Старые конвенции обозначены режиссером и тут же разрушены, дальше нас ждет путь такой же долгий и сложный, как и путь Осла, пытающегося стать человеком. Но нас ведут люди, в руках которых живой огонь, и мы всегда оказываемся там же, где Ходжа. Бекмамбетов — кинорежиссер и театральный художник (по первому образованию), и его разговор со зрителем, помимо той истории, которую он рассказывает, — разговор о природе театра. Ночь здесь работает как эквивалент темного театрального зала. К тому же темнота стирает все неподходящее, фальшивое, бутафорское, оставляя нас наедине с актерами и в большей степени — их голосами. И конечно, в темноте работают все задуманные режиссером фокусы и чудеса: из ниоткуда в руках Ходжи возникает арбуз, из ниоткуда вдруг является сначала только голос, а потом вся во плоти воображаемая жена Насреддина Махабат (Юлия Маленкина). И только мы растворяемся в этой тьме, как натыкаемся на красный бархатный занавес, выпускающий нас на время антракта из лап иллюзии на большой персидский ковер. Опять точный режиссерский расчет. Антракт — не передышка, а новый опыт: сидя на ковре, поедать самый лучший на свете (как минимум в Казани) узбекский плов, отсчитывая с сожалением один, два, три звонка. А затем снова занавес впускает, и мы попадаем уже немного к другим Ослу и Ходже, словно, пока мы уплетали плов, их веселое и безумное путешествие сквозь театральные маски хозяев, скупцов, царей, которые азартно меняет Искандер Хайруллин, свернуло на другую дорогу. Печаль и тихая ярость куда явственнее стали проступать сквозь безмятежное лицо Ходжи. Когда его жена вновь растворяется в ночи так же неожиданно, как появилась, он вдруг бежит куда-то, обгоняя факелоносцев, и кажется обезумевшим от горя влюбленным.

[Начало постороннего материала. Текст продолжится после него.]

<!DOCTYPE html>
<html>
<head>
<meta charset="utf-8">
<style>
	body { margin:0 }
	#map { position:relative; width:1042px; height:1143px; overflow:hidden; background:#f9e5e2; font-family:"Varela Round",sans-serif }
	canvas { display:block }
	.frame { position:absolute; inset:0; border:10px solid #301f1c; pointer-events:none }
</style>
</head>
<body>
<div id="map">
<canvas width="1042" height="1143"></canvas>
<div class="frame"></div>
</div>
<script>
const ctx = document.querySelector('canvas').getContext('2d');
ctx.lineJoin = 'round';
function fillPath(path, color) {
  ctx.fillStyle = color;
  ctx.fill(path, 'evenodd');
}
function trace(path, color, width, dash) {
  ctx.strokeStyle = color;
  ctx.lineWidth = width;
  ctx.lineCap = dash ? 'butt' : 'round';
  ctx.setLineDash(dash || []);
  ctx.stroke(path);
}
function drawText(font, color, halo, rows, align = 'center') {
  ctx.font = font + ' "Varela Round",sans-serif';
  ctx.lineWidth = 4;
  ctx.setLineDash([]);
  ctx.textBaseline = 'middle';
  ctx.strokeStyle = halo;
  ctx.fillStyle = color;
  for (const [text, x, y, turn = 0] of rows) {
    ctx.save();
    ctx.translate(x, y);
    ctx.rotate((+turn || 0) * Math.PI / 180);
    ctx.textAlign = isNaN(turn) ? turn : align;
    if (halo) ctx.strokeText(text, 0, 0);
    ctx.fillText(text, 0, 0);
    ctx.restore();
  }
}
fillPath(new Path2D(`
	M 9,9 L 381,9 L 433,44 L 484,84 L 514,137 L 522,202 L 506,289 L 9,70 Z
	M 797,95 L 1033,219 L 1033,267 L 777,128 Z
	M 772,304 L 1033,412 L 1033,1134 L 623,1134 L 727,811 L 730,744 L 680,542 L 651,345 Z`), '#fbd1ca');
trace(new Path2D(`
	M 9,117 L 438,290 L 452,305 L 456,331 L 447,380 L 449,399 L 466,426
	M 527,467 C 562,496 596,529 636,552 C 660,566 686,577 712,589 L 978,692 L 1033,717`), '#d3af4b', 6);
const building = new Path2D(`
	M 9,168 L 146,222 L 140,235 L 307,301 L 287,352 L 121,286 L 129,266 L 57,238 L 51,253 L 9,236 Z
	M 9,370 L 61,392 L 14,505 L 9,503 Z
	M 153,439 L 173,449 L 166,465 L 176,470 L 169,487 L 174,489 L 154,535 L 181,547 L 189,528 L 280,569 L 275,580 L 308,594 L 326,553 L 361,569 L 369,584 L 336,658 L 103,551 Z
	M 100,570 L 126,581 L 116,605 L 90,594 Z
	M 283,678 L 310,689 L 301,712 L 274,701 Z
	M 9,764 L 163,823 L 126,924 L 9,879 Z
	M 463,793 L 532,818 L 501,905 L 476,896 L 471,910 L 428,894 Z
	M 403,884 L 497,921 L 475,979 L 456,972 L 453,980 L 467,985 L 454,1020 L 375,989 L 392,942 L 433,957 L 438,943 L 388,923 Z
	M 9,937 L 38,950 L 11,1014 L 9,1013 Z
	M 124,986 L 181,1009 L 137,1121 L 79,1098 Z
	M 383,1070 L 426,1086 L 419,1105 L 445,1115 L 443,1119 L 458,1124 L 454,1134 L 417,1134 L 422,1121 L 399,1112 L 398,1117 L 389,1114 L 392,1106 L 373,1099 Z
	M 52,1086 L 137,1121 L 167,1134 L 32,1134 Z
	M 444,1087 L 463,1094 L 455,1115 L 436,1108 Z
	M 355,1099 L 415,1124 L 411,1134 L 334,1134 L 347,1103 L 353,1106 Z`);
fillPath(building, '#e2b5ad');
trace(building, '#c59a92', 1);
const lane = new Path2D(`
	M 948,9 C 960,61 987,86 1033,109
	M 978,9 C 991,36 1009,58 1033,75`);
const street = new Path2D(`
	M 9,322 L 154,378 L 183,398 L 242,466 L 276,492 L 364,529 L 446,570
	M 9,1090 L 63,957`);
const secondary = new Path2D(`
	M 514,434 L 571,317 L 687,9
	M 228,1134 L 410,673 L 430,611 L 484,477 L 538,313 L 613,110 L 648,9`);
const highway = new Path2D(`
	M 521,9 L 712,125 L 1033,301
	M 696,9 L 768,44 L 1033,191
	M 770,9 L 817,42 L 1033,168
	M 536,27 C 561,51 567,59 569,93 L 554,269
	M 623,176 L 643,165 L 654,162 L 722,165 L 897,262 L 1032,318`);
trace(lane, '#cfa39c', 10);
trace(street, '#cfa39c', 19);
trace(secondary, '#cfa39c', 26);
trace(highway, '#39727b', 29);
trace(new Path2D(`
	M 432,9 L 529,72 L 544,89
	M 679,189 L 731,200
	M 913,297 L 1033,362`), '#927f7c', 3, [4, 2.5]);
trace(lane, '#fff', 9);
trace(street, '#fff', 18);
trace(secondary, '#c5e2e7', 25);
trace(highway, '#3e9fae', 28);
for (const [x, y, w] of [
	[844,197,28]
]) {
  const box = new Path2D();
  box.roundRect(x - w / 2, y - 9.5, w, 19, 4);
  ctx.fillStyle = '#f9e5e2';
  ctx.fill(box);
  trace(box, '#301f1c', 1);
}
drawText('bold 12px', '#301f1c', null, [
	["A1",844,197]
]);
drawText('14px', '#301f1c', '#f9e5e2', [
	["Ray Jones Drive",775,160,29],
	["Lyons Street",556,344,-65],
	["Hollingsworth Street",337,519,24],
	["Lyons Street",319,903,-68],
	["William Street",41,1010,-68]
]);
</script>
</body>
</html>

Любовь Насреддина к покойной, давно потерянной своей Махабат Эмиль Талипов играет с первых сцен спектакля, то запрятывая ее куда-то вглубь под все свои парчовые халаты, то вдруг совершенно обнажая, и любовь к простодушному своему спутнику тоже играет, и это непостижимое равенство любви и готовности умереть, любви и смерти тоже всегда при нем. Последняя встреча Насреддина в его длинном путешествии — это встреча с эмиром Тимуром, виновным в смерти Махабат. Искандер Хайруллин играет Тимура человеком, который, несмотря на все свои завоевания и богатства, ужасно боится смерти, и этот страх хуже самой «безносой». И вот Насреддин доводит нас, зрителей, эмира Тимура, Осла и отвоеванную у Тимура любимую Ослом Кобылицу до последнего красного занавеса. Мы так долго шли, чтобы оказаться у порога смерти, и что бы ни решили теперь — шагнуть туда или остаться, — нам понадобится любовь, чтобы отпустить тех, кто уходит, и чтобы шагнуть вслед за теми, кто уже ушел. По крайней мере, так говорили нам Ходжа Насреддин, автор пьесы о нем Ильгиз Зайниев и режиссер Тимур Бекмамбетов.
Шагнули сквозь занавес, и вот мы снова по ту сторону театральной иллюзии, где ярусы, кресла, бархатный занавес. Смерти нет.